Let’s be honest. I’m proud of Failed Normal, but I’m not an idiot. Currently the most recent 20 posts are free with the remainder being behind the paywall. In the future I look forward to having a vast and interesting library behind the paywall, but for now this post will leave the site with an even 30 published pieces that only put 10 behind the paywall. This is a beautiful sapling that I’m excited to watch grow, but it’s not a 100 year old oak.
With that in mind I’m happy to talk about my statistics. Things are going well, and for what I need the growth path looks sound. I easily have a 2 year runway for this project, and only need to get to 2000-3000 members for this to be an ongoing success. If I’m able to bring in an average of 2 signups per day that will end up being 730 members per year, and so 1460 within 2 years. Add in the 162 we already have and that means at the two year mark Failed Normal would have 1662 paying members. Although this is below the number I’d like as a goal it still gets me to $8310 per month in revenue with an astronomical profit margin. Doing some basic math this then means that somewhere near the 2.5 year mark I would be earning enough excess to reliably look at hiring and expansion in a stable, non chaotic manner. (At 3 signups per day it comes to 1095 signups per year and a total of 2352 at the 2 year mark.)
This is the part of the story where I end up being a very sad Chihuahua. I’m excited. The product makes sense. A large enough sample size has signed up that it seems reasonable to not think people are not signing up out of pity. The signups have stayed regular past the first few days so it seems that the site can continue to gain traction. The amount of money that can be reasonably forecast at the low end will satisfy my needs as a slightly brain addled geek who likes to poke things they shouldn’t poke and then write what happens, but also being that each 1000 members equals $5000 per month revenue means that there is a very real possibility the site could be stupidly profitable. At any other point in history this endeavor would be mildly impressive. BUT… we’re in the age of Unicorns… and anything less than a billion is paltry…
Recently a n00b YouTuber decided to call me out in one of is videos about the fact that my paid membership is so “small”. Apparently 150 paying members at the time was laughable. At first blush it’s an easy insult to ignore, but in the modern tech industry sadly this mentality has taken over. I have literally seen startup founders that are not even yet shipping product laugh at the business owners who are taking home hundreds of thousands of dollars a year because they have “lifestyle” businesses. The idea being that if you’re not trying to be a billion dollar startup then you’re not really doing much of interest.
I find this a hard world to be able to have honest discussions in. I’m proud of my 162 members based on the sheer fact that it’s pretty cool 162 members are willing to hand over their credit card information. Also because I remember standing in front of the folks at Tech Breakfast so many years ago showing off how I had made $330 in a month on YouTube and musing to the audience, “I wonder how far this can go..?” Sadly though in this time of pomp, circumstances, and traction a number as lowly as 162 is barely above contempt.
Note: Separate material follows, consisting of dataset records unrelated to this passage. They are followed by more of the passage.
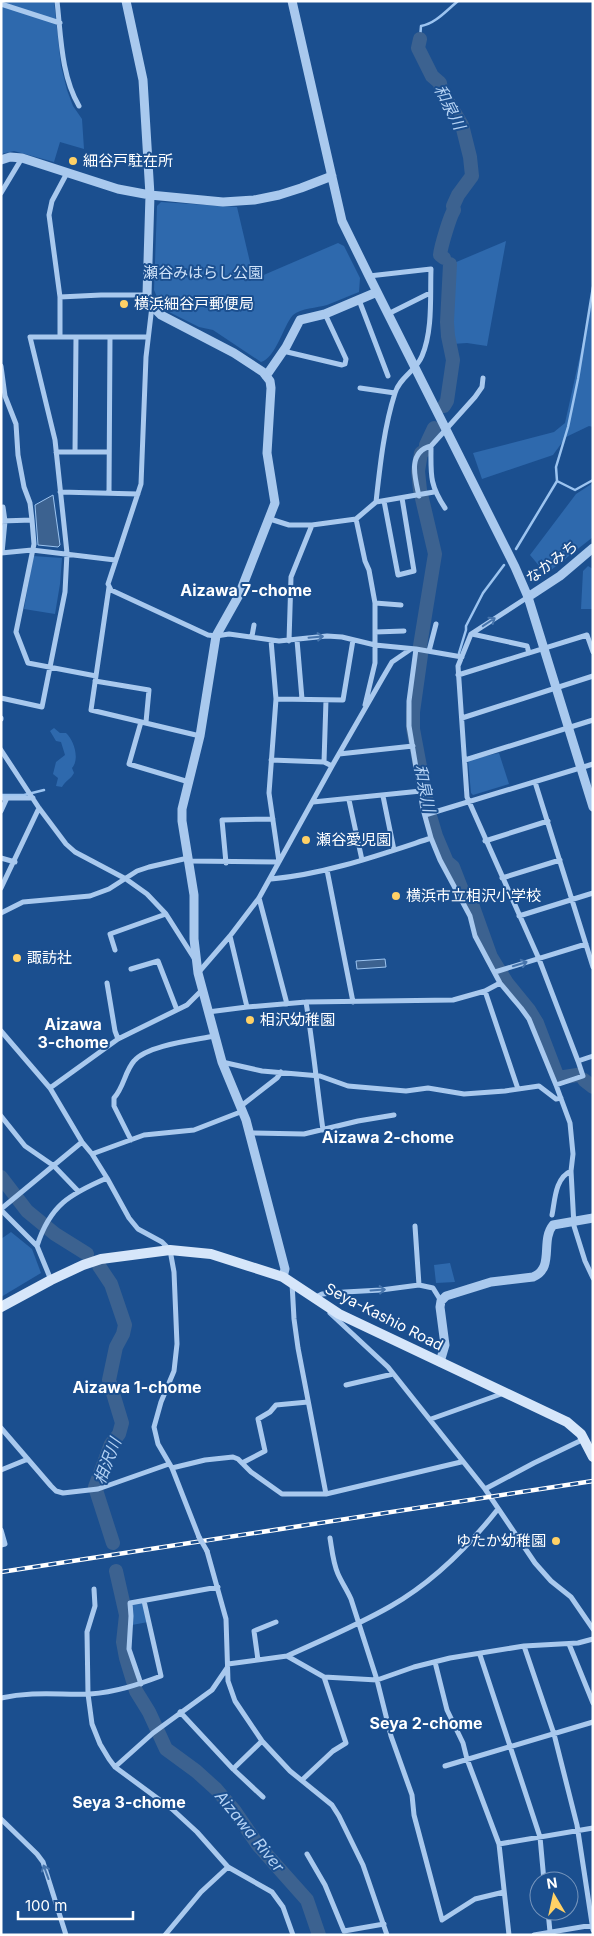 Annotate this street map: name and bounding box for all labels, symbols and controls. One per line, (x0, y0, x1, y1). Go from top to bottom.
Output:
water label: 和泉川 (430, 81, 471, 135)
place label: 細谷戸駐在所 (83, 151, 173, 170)
marker: 細谷戸駐在所 (67, 155, 79, 167)
park label: 瀬谷みはらし公園 (143, 263, 263, 282)
place label: 横浜細谷戸郵便局 (134, 294, 254, 313)
marker: 横浜細谷戸郵便局 (118, 298, 130, 310)
street label: なかみち (522, 536, 581, 587)
district label: Aizawa 7-chome (180, 580, 312, 600)
one-way arrow (482, 617, 496, 628)
one-way arrow (308, 632, 324, 642)
water label: 和泉川 (410, 762, 440, 816)
place label: 瀬谷愛児園 (316, 830, 391, 849)
marker: 瀬谷愛児園 (300, 834, 312, 846)
place label: 横浜市立相沢小学校 (406, 886, 541, 905)
marker: 横浜市立相沢小学校 (390, 890, 402, 902)
place label: 諏訪社 (27, 948, 72, 967)
marker: 諏訪社 (11, 952, 23, 964)
one-way arrow (512, 959, 528, 969)
place label: 相沢幼稚園 (260, 1010, 335, 1029)
district label: Aizawa 3-chome (37, 1014, 109, 1052)
marker: 相沢幼稚園 (244, 1014, 256, 1026)
district label: Aizawa 2-chome (322, 1127, 454, 1147)
street label: Seya-Kashio Road (322, 1279, 446, 1355)
one-way arrow (370, 1285, 386, 1295)
district label: Aizawa 1-chome (72, 1377, 202, 1397)
water label: 相沢川 (89, 1433, 126, 1487)
place label: ゆたか幼稚園 (456, 1531, 546, 1550)
marker: ゆたか幼稚園 (550, 1535, 562, 1547)
district label: Seya 2-chome (369, 1713, 483, 1733)
water label: Aizawa River (211, 1786, 289, 1876)
district label: Seya 3-chome (72, 1792, 186, 1812)
one-way arrow (41, 1864, 50, 1880)
north arrow (529, 1871, 579, 1921)
text: N (545, 1873, 558, 1892)
scale bar (18, 1888, 132, 1920)
text: 100 m (25, 1896, 67, 1915)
Better to have 1,000,000 members who handed over their email addresses vs. $810 recurring revenue being deposited in your account every month. (When I asked my bank how many email addresses I could use to pay for this months mortgage bill they hung up.)
This is the big reason why I focus on talking about dollars earned, and what your goals are. It’s all fine and dandy to be stock piling email addresses, likes, subscribers and what not bit at the end of the day those things generally are not that valuable. What’s valuable is when someone is willing to pull out their checkbook and actually pay you. If you get enough people to write enough checks then you can have a good life, if not you need to find something else to do.
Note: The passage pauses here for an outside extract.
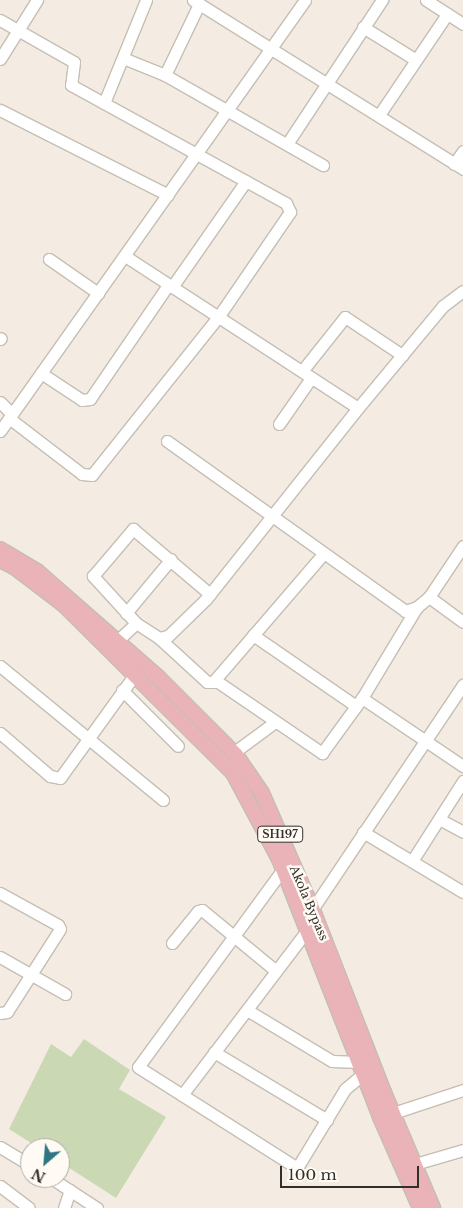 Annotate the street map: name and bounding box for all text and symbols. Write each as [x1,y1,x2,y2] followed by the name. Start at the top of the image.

I fear this mindset has been lost on a generation of tech entrepreneurs. When startups couldn’t show impressive profit they started talking about revenue. When the revenue wasn’t anything to care about they started talking about traction. When even the traction started to seem questionable they started finding more and more metrics that were further and further away from anything that actually looked like money. We now have so many of these people banging their chests about made up numbers that when more reasonable people talk about things like paying their mortgage they are spoken over.
This is just something to keep in mind for new tech entrepreneurs. One of the reasons this life can be lonely is because so many people in the industry have completely lost the plot. Make sure you know your own goals and requirements, and don’t expect to get a pat on the back from folks that are only tangentially your “peers”. The sad fact is that Im excited as hell about Failed Normals current growth, but there’s almost no one I know where I can have a reasonable discussion about it. So I’ll just plod along, rack up some money, and then console myself in a few months renting a nice condo on South Beach….
Update: While writing this we picked up another monthly member! I think I’ll treat myself with the new Mario + Rabbids Switch game…
Why are you still reading Youtube comments ? 🙂
But on a serious note, have you considered that the signups that are fueled by peeps knowing you from Youtube might slow down because you’re not putting any content out there ?
… Back to “pounding pavement”… the main concern is whether the product is valuable, and if people will pay. Past that it’s just good old fashioned client acquisition (which is actually fun)…
btw is forum still alive? Or it doesn’t exist anymore?
no forum for the time being. I’m focusing on creating content. The forum requires moderation and basic maintenance I don’t want to focus on right now. Maybe in the future…
also when will you finally write a book? Maybe you are not a writer, but I bet there’s a market for that. I know I would like to have a nice concentrated experiences that you have had and talked about in videos stored in a nice book that I can reread or give my family members and colleagues.
P.S as I can’t edit comments, Profile url still has silicondiscourse url. Sorry for flooding comments.
… thanks I just changed the URL’s… as to editing comments that’s locked for now… just for basic security as I see how things are going.
This mentality also exists in new programming languages and frameworks. I saw argument Microsoft .Net Framework is not cool to learn because its used by “people who just go to work to get payed and come home to whats left of their family”. Modern JavaScript frameworks come up with “cool” new concepts every few months, but each time require rewrite of application, which means you either never have stable enough product to sell OR you never leave work constantly rewriting something that used to work previous month.
How did we get to a point where programming language that allows to pay your bills is considered a negative?